Presently in this project, we aim to scale up and extend our existing NLP methods in order to integrate the NLP-identified stressful life events that we have already identified into our overall predictive modeling framework, on a level that considers all veteran patient data. With the use of high-performance computing (HPC), we are able to analyze and train more sophisticated machine learning models, extract more information than once before and integrate to produce performance metrics that out-score previous research. With the use of NLP and HPC, we can deliver information that will better guide future treatment for suicide and overdose risk.

Average number of life events identified prior to death using knowledge-based lexicon versus data-driven lexicons. Average number of life events measured along structured EHR variables are plotted as dotted lines for comparison.

Obstructive Sleep Apnea and Comorbidities


Obstructive Sleep Apnea (OSA) contributes to development of cardiovascular diseases (CVD) such as hypertension, atrial fibrillation, myocardial infarction, TIA/Stroke, and congestive heart failure, as well as diabetes mellitus type II (DM TII). 24% of Veterans have been diagnosed with OSA and the number of patients diagnosed with it has dramatically increased over the years suggesting a significant under reporting.

The current approach of treating everyone with moderate-severe sleep apnea even if they're not tired is unsustainable. To avoid undertreating or overtreating, a well-defined risk profile must be created. 

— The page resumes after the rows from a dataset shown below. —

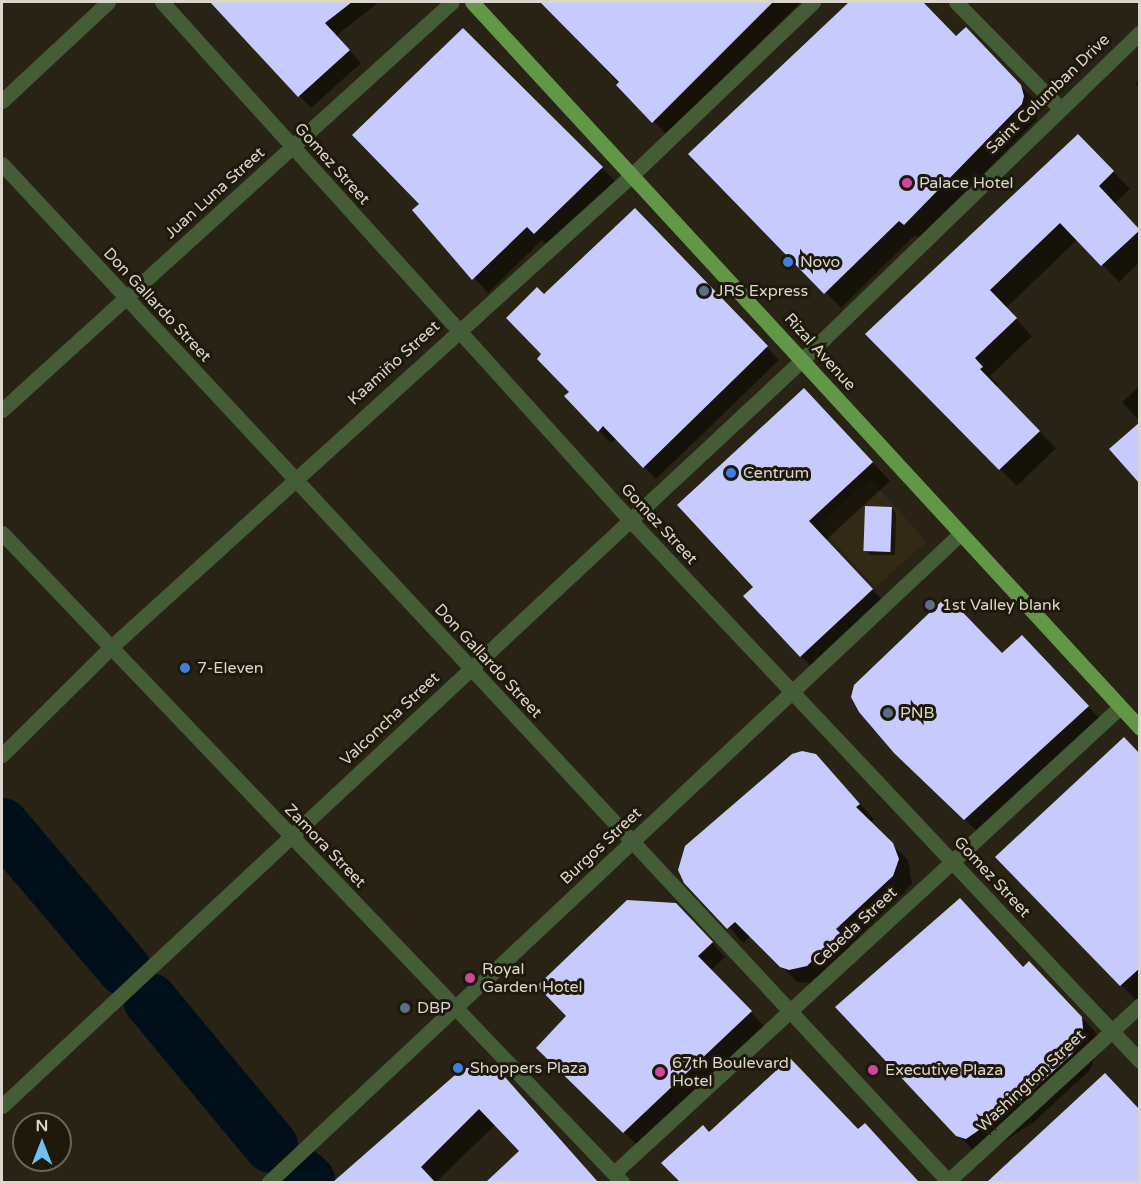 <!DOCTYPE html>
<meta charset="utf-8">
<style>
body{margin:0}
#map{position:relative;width:1141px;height:1184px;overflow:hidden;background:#282314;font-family:"Varela Round",sans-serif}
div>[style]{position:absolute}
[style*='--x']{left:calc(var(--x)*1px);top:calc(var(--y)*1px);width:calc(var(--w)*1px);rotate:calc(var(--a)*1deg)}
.built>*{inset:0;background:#322a15;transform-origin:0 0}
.shadow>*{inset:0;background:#0007}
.river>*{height:54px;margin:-27px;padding:0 27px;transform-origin:27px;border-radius:27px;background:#00101a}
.building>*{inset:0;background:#c7cafd;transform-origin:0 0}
.minor>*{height:15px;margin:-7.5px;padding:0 7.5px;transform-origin:7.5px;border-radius:7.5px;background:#445d37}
.major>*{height:15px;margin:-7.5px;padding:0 7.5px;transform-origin:7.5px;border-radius:7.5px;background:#619746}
.dots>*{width:16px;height:16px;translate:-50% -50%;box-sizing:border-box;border:3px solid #1e190b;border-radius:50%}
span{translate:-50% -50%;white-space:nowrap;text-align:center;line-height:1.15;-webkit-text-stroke:6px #1e190b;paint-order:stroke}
.street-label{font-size:16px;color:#dad6cd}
.poi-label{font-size:16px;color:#dad6cd}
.left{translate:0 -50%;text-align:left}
.frame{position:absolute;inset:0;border:3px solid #dad6cd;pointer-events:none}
.north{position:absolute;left:12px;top:1112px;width:60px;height:60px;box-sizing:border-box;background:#1e190b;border:2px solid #696559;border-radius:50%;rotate:0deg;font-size:16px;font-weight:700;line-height:24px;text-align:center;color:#dad6cd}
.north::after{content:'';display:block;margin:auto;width:21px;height:27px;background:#71c1f4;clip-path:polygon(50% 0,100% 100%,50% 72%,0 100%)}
</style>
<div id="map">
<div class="built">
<div style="left:870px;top:479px;width:84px;height:69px;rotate:48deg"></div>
</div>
<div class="shadow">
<div style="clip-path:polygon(212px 2px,379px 2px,336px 36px,361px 63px,311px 108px)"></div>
<div style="clip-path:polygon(542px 2px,801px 2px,666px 134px)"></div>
<div style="clip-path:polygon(850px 2px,922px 2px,956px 38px,981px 44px,1036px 102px,1037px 119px,920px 239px,915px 235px,841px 308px,690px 154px)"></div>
<div style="clip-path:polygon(463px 30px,616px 182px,549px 247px,542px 240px,488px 293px,414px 210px,421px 204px)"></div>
<div style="clip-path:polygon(1140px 79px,1140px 88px,1135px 83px)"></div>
<div style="clip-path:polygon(1078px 136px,1130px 189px,1114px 204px,1140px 230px,1140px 262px,1119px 282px,1078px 239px,1006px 308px,1032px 336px,990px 376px,998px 384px,996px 387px,1056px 448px,1017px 486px,867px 334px)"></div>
<div style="clip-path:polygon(647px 223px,779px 360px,656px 479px,617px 438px,611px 443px,566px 396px,571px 392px,543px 355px,544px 296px)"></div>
<div style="clip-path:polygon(1140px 386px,1140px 421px,1122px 402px)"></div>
<div style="clip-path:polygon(822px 408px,890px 481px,826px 540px,890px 608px,819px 674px,801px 656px,755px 587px)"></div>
<div style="clip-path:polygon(892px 508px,896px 513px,895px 555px,870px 555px,866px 550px)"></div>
<div style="clip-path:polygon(1035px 650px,1101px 720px,978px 832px,895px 752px,1003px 655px)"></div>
<div style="clip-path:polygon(1139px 754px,1140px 997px,1136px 1000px,997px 857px)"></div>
<div style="clip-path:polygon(827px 769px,874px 819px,870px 823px,908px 860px,912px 884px,850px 945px,854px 949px,815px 984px,797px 982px,751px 936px,743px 943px,680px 870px,686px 847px)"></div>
<div style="clip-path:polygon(690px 919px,725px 957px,710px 971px,764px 1026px,638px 1146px,538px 1048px,568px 1016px)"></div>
<div style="clip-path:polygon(1024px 968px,1047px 980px,1099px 1036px,1099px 1047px,1090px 1070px,1035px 1121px,984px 1155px,975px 1152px,957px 1134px)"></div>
<div style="clip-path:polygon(513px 1086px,598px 1182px,488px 1182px,521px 1151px,496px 1124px,436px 1182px,336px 1182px)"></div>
<div style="clip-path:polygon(1140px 1110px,1140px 1182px,1001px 1182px,996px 1177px)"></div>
<div style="clip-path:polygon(858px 1131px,877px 1138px,916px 1182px,682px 1182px,664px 1163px,710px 1134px)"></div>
</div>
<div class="river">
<div style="--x:2;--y:825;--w:189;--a:49.7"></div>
<div style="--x:150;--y:1000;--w:190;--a:50.3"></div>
<div style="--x:303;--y:1176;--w:8;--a:45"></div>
</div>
<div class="building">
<div style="clip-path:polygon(210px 2px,352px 2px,325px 23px,350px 50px,298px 97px)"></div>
<div style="clip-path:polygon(540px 2px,773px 2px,652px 123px,616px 85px,619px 82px)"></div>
<div style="clip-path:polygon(849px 2px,923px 2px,956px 36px,966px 27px,1021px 85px,1024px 96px,1022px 104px,904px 225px,899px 221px,824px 294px,688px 154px)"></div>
<div style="clip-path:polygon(463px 28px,603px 167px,534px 234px,527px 227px,472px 280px,412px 210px,419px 204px,352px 135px)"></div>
<div style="clip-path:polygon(1078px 134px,1114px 171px,1099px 186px,1140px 230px,1101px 266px,1060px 223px,990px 290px,1017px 318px,975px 358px,983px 367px,980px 369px,1040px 431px,999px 470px,865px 334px)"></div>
<div style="clip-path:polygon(635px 208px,768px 346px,643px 468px,603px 426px,598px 432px,564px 396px,569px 392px,537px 359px,541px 354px,506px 318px,537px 287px,544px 294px)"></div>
<div style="clip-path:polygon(804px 388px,873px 462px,809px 521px,873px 589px,800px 657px,743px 596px,753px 587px,677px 505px)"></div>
<div style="clip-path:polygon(1140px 422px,1140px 484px,1109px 449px)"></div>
<div style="left:865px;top:506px;width:27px;height:45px;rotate:2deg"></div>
<div style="clip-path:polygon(947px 596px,1002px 653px,1022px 635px,1089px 706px,964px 820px,894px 753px,859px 712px,851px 697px,854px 685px)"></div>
<div style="clip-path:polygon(1124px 737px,1140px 754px,1140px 968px,1120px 986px,995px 857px)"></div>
<div style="clip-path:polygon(802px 751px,816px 754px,860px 804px,856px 807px,893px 843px,899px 859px,893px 876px,836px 929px,840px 933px,807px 966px,789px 970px,780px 967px,735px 922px,727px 929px,684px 883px,678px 870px,685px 846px,792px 754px)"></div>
<div style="clip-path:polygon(960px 898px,1023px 967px,1029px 961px,1082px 1017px,1083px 1029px,1073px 1053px,1017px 1104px,966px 1139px,956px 1136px,835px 1007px)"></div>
<div style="clip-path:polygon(627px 900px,676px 903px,713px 942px,698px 956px,752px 1011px,623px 1133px,536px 1048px,566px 1016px,537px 986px)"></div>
<div style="clip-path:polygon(790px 1058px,858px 1129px,865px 1123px,919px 1182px,680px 1182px,661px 1163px,703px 1125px,709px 1132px)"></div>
<div style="clip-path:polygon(463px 1068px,497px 1068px,598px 1182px,486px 1182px,519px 1151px,479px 1109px,421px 1167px,435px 1182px,333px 1182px)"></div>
<div style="clip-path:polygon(1105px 1073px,1140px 1110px,1140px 1182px,987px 1182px)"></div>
</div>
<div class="minor">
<div style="--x:162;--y:2;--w:698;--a:47.9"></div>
<div style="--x:630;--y:520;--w:743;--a:46.69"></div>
<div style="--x:956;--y:2;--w:147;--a:45.6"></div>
<div style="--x:2;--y:101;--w:145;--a:-43"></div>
<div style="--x:2;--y:164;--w:1390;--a:47.07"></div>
<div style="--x:2;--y:410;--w:607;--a:-42.2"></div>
<div style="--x:2;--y:533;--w:898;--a:46.31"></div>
<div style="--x:2;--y:755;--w:152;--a:-44.7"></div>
<div style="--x:110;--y:648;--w:706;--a:-42.19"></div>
<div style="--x:633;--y:174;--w:249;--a:-43.7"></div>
<div style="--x:2;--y:1106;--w:1095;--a:-43"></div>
<div style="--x:803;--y:359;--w:470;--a:-44.1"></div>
<div style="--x:614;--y:1173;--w:688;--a:-42.64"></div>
<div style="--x:269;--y:1182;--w:946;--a:-43.16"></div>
<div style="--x:947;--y:1182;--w:262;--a:-42.5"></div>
</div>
<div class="major">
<div style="--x:472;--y:2;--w:987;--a:47.38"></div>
</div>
<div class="dots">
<div style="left:907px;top:183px;background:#d1479c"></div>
<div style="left:788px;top:262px;background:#3f7fe0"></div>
<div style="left:704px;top:291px;background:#5c6f8a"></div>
<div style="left:731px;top:473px;background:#3f7fe0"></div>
<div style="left:930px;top:605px;background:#5c6f8a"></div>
<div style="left:185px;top:668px;background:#3f7fe0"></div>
<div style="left:888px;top:713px;background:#5c6f8a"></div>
<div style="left:470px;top:978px;background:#d1479c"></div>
<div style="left:405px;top:1008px;background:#5c6f8a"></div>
<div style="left:458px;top:1068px;background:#3f7fe0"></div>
<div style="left:873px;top:1070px;background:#d1479c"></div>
<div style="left:660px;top:1072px;background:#d1479c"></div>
</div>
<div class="street-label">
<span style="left:1048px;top:94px;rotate:-44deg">Saint Columban Drive</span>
<span style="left:332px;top:164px;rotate:48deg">Gomez Street</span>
<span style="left:215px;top:193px;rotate:-42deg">Juan Luna Street</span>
<span style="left:157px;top:305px;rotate:47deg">Don Gallardo Street</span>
<span style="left:820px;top:352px;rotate:48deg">Rizal Avenue</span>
<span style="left:394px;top:363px;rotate:-42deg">Kaamiño Street</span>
<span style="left:659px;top:524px;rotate:47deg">Gomez Street</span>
<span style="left:488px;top:661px;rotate:47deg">Don Gallardo Street</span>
<span style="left:390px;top:719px;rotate:-43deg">Valconcha Street</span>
<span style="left:325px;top:846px;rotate:46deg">Zamora Street</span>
<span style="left:601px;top:846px;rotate:-43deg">Burgos Street</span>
<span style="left:992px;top:877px;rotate:47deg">Gomez Street</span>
<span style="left:855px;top:927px;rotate:-43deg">Cebeda Street</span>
<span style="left:1031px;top:1081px;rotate:-43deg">Washington Street</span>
</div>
<div class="poi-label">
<span class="left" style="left:919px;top:183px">Palace Hotel</span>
<span class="left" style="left:800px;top:262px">Novo</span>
<span class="left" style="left:716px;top:291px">JRS Express</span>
<span class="left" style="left:743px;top:473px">Centrum</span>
<span class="left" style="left:942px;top:605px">1st Valley blank</span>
<span class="left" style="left:197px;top:668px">7-Eleven</span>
<span class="left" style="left:900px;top:713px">PNB</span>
<span class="left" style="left:482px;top:978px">Royal<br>Garden Hotel</span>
<span class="left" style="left:417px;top:1008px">DBP</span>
<span class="left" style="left:672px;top:1072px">67th Boulevard<br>Hotel</span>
<span class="left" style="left:470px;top:1068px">Shoppers Plaza</span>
<span class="left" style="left:885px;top:1070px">Executive Plaza</span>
</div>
<div class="frame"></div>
<div class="north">N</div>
</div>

In this project, we aim to cluster and characterize the phenotypes associated with different groups of patients that develop various comorbidities in addition to OSA and therefore require treatment. In addition, we will then take this phenotyping to gather data and train a predictive model for evaluating excess risk. We aim to observe the immediate contributing risk of OSA towards developing associated comorbidities or death. Given the low sensitivity of structured variables, NLP will be implemented by our group to inform the clustering of associated phenotypes by collecting textual identifiers of OSA and comorbidities from administrative data. With the use of NLP and HPC, we can deliver information that will better guide future treatment of OSA. 

Acronyms: diabetes mellitus type 2 (T2DM), hypertension (HTM), heart failure (HF), atrial fibrillation (AF), coronary artery disease (CAD), polysomnogram (PSG), home sleep apnea test (HSAT)

Lung Cancer Treatment

Lung cancer accounts for 30% of all cancers among American war Veterans and remains the leading cause of cancer related deaths. Though the introduction of immune checkpoint inhibitors (ICI) has improved outcomes for Veterans with locally advanced (staged III) or metastatic (stage IV) non-small-cell lung cancer (NSCLC), there is an unmet need to develop predictive models to identify Veterans at risk of poor ICI response, ICI toxicity, and non-cancer (competing) mortality. Until these models are developed, personalized oncologic care for Veterans including treatment intensification, selection of alternative therapies, enrollment on clinical trials, or increased toxicity monitoring can not be optimized. 

In this project, we aim to build and validate neural net models enabling precision care for Veterans with Lung Cancer. Our overarching hypothesis is that deep neural networks trained on complex, multimodal structured health data, clinical text, and genomic data can improve the prediction of ICI efficacy, toxicity, and non-cancer mortality in Veterans with lung cancer. We aim to use of high-dimensional feature selection techniques to identify novel predictors of ICI efficacy and toxicity, allowing for rapid repurposing of medications to modulate ICI response, or identifying subsets of patients. Given the low sensitivity of structured variables, NLP will be implemented by our group to to impute predictor and outcome variables used down-stream in modeling ICI efficacy. With the use of NLP and HPC, we can deliver information that will better guide future treatment of lung cancer.